--- Work item ---
Omit every picture and write out the rest of the records exactly.

--- Data records ---
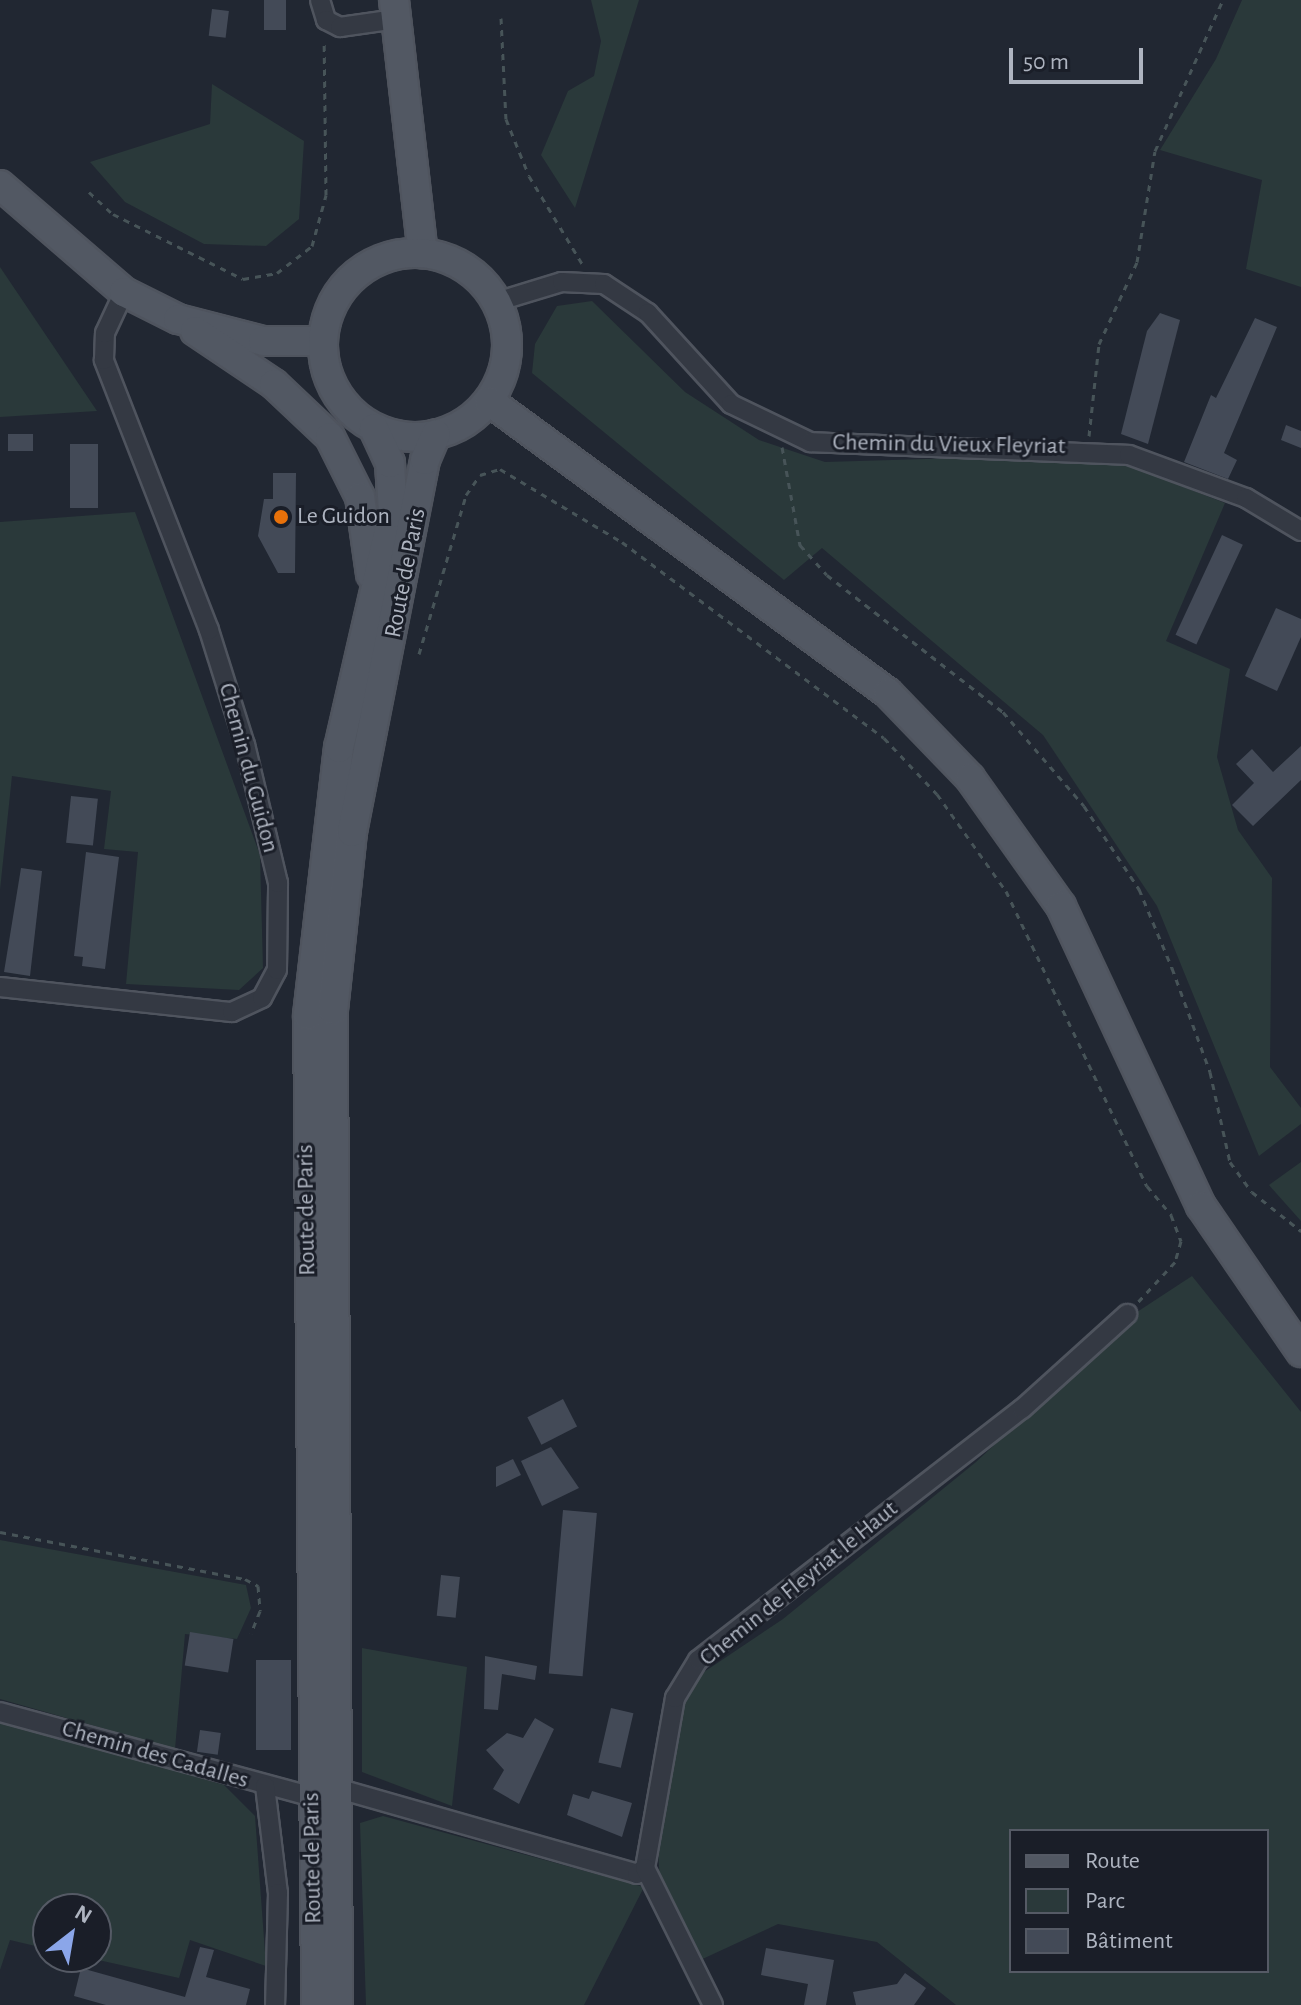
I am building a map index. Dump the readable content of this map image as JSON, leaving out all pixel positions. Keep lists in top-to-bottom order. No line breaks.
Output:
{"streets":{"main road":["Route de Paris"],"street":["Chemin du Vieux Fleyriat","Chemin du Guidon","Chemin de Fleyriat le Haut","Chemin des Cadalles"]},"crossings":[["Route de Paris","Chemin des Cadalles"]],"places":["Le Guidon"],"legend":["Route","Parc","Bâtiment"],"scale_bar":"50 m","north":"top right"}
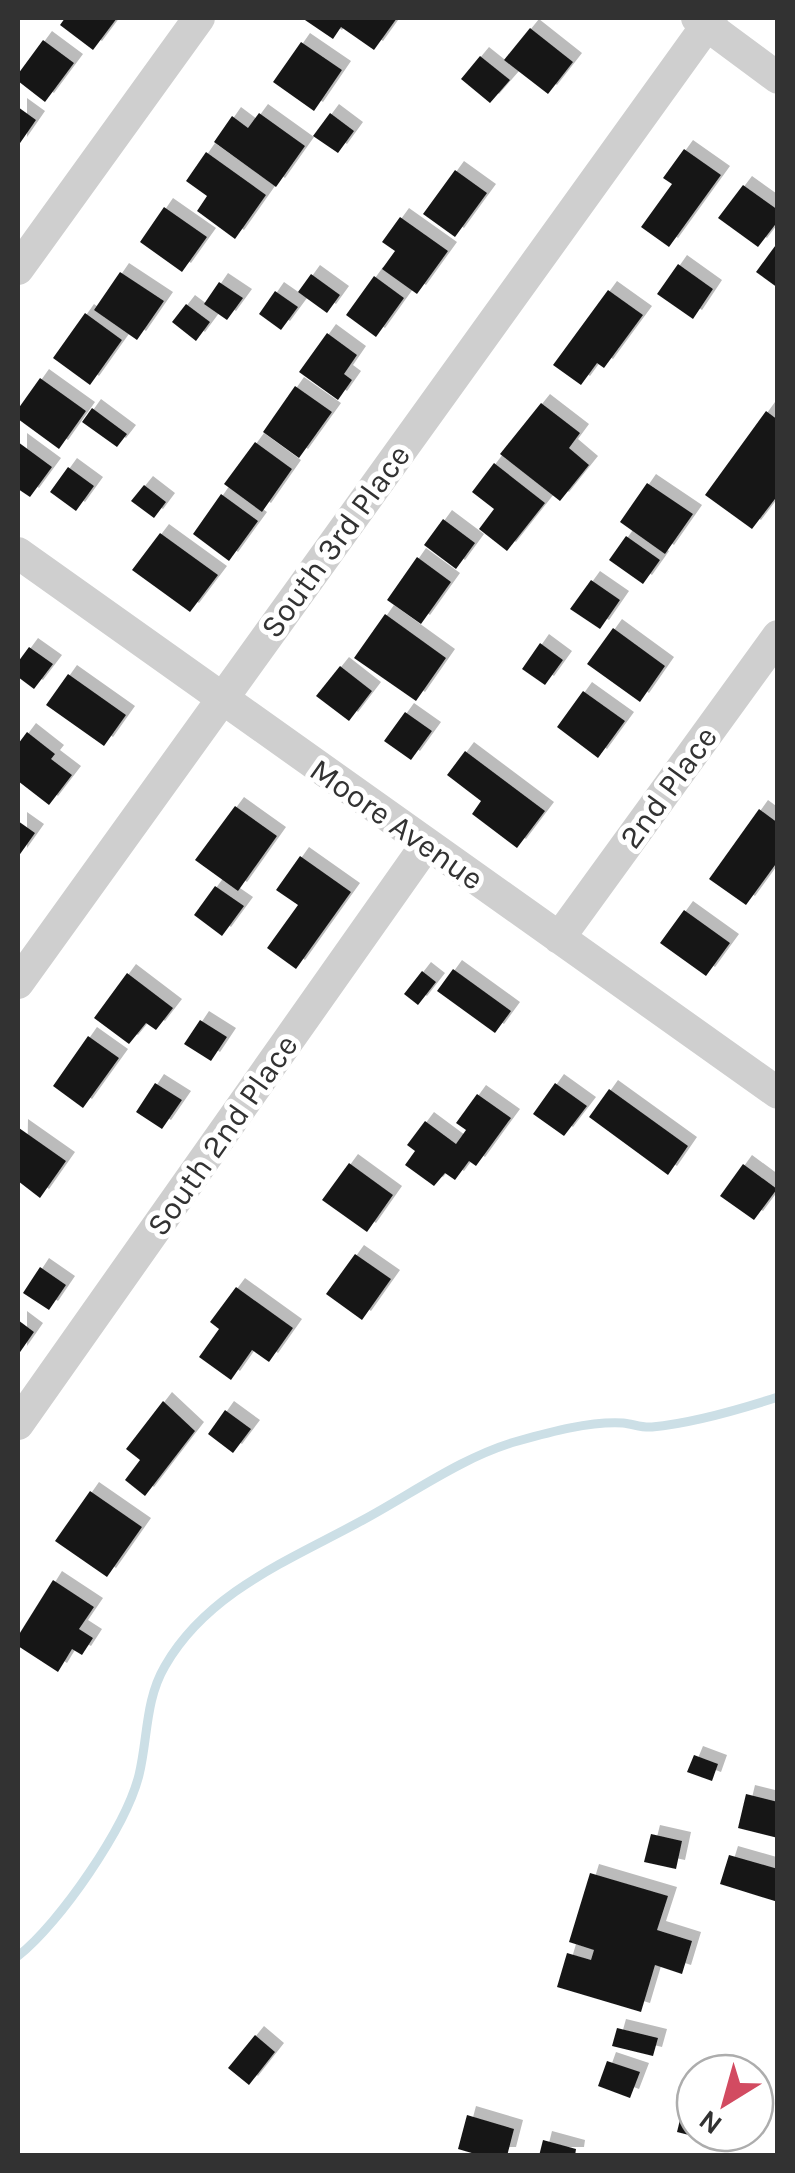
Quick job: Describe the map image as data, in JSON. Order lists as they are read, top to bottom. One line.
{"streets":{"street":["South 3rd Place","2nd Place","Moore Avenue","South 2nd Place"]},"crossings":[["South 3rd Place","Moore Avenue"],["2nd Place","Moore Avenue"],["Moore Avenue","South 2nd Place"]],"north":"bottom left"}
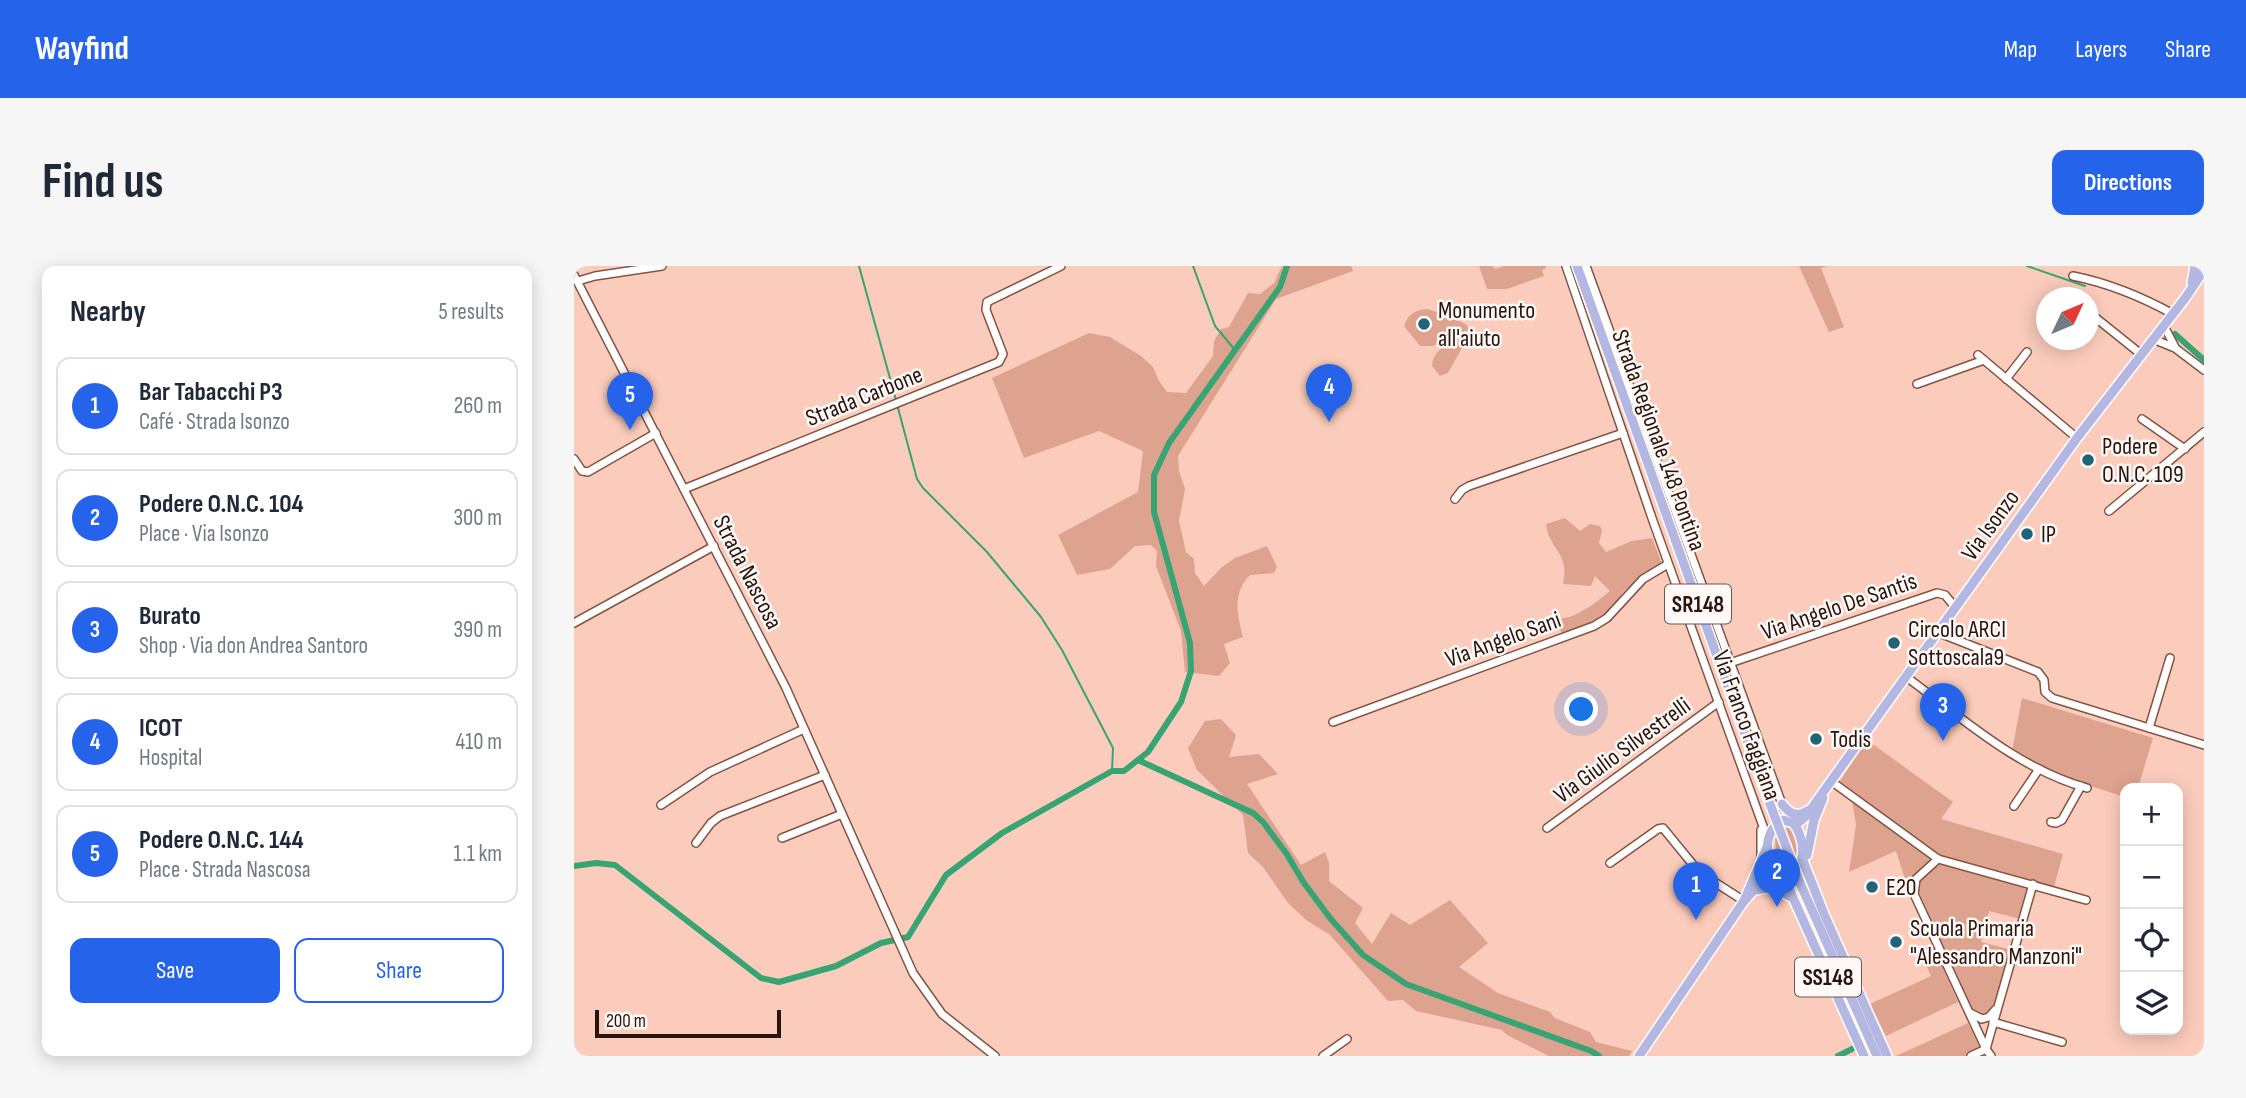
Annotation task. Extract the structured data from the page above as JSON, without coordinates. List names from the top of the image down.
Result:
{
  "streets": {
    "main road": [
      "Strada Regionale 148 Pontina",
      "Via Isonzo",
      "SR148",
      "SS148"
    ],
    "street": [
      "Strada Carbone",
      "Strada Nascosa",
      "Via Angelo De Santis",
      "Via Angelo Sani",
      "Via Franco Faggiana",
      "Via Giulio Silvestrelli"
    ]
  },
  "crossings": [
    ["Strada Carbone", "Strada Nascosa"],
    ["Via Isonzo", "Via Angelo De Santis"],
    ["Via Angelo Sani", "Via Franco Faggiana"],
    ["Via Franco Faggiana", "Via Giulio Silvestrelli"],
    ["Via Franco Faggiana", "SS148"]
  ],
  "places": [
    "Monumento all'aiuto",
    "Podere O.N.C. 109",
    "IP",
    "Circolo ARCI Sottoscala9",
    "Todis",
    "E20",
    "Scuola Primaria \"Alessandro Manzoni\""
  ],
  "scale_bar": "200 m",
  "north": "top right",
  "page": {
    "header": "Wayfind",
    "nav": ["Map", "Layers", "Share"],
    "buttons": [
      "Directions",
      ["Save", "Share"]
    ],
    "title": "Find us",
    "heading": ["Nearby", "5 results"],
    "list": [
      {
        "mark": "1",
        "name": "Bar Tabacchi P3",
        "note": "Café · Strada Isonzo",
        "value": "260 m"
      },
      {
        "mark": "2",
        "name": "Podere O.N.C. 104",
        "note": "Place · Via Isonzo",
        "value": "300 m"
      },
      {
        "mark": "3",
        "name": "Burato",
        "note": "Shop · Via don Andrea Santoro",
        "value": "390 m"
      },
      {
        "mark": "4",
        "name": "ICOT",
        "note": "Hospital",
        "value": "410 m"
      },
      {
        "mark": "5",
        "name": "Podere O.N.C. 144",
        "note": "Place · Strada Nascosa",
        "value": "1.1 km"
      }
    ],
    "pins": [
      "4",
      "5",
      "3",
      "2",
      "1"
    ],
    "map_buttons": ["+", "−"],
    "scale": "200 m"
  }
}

--- Output below ---
I am building a map index. Dump the readable content of this map image as JSON, leaving out all pixel positions. Keep lists in top-to-bottom order. No line breaks.
Output:
{"streets":{"main road":["Route de Paris"],"street":["Chemin du Vieux Fleyriat","Chemin du Guidon","Chemin de Fleyriat le Haut","Chemin des Cadalles"]},"crossings":[["Route de Paris","Chemin des Cadalles"]],"places":["Le Guidon"],"legend":["Route","Parc","Bâtiment"],"scale_bar":"50 m","north":"top right"}
Quick job: Describe the map image as data, in JSON. Order lists as they are read, top to bottom. One line.
{"streets":{"street":["South 3rd Place","2nd Place","Moore Avenue","South 2nd Place"]},"crossings":[["South 3rd Place","Moore Avenue"],["2nd Place","Moore Avenue"],["Moore Avenue","South 2nd Place"]],"north":"bottom left"}
Annotation task. Extract the structured data from the page above as JSON, without coordinates. List names from the top of the image down.
Result:
{
  "streets": {
    "main road": [
      "Strada Regionale 148 Pontina",
      "Via Isonzo",
      "SR148",
      "SS148"
    ],
    "street": [
      "Strada Carbone",
      "Strada Nascosa",
      "Via Angelo De Santis",
      "Via Angelo Sani",
      "Via Franco Faggiana",
      "Via Giulio Silvestrelli"
    ]
  },
  "crossings": [
    ["Strada Carbone", "Strada Nascosa"],
    ["Via Isonzo", "Via Angelo De Santis"],
    ["Via Angelo Sani", "Via Franco Faggiana"],
    ["Via Franco Faggiana", "Via Giulio Silvestrelli"],
    ["Via Franco Faggiana", "SS148"]
  ],
  "places": [
    "Monumento all'aiuto",
    "Podere O.N.C. 109",
    "IP",
    "Circolo ARCI Sottoscala9",
    "Todis",
    "E20",
    "Scuola Primaria \"Alessandro Manzoni\""
  ],
  "scale_bar": "200 m",
  "north": "top right",
  "page": {
    "header": "Wayfind",
    "nav": ["Map", "Layers", "Share"],
    "buttons": [
      "Directions",
      ["Save", "Share"]
    ],
    "title": "Find us",
    "heading": ["Nearby", "5 results"],
    "list": [
      {
        "mark": "1",
        "name": "Bar Tabacchi P3",
        "note": "Café · Strada Isonzo",
        "value": "260 m"
      },
      {
        "mark": "2",
        "name": "Podere O.N.C. 104",
        "note": "Place · Via Isonzo",
        "value": "300 m"
      },
      {
        "mark": "3",
        "name": "Burato",
        "note": "Shop · Via don Andrea Santoro",
        "value": "390 m"
      },
      {
        "mark": "4",
        "name": "ICOT",
        "note": "Hospital",
        "value": "410 m"
      },
      {
        "mark": "5",
        "name": "Podere O.N.C. 144",
        "note": "Place · Strada Nascosa",
        "value": "1.1 km"
      }
    ],
    "pins": [
      "4",
      "5",
      "3",
      "2",
      "1"
    ],
    "map_buttons": ["+", "−"],
    "scale": "200 m"
  }
}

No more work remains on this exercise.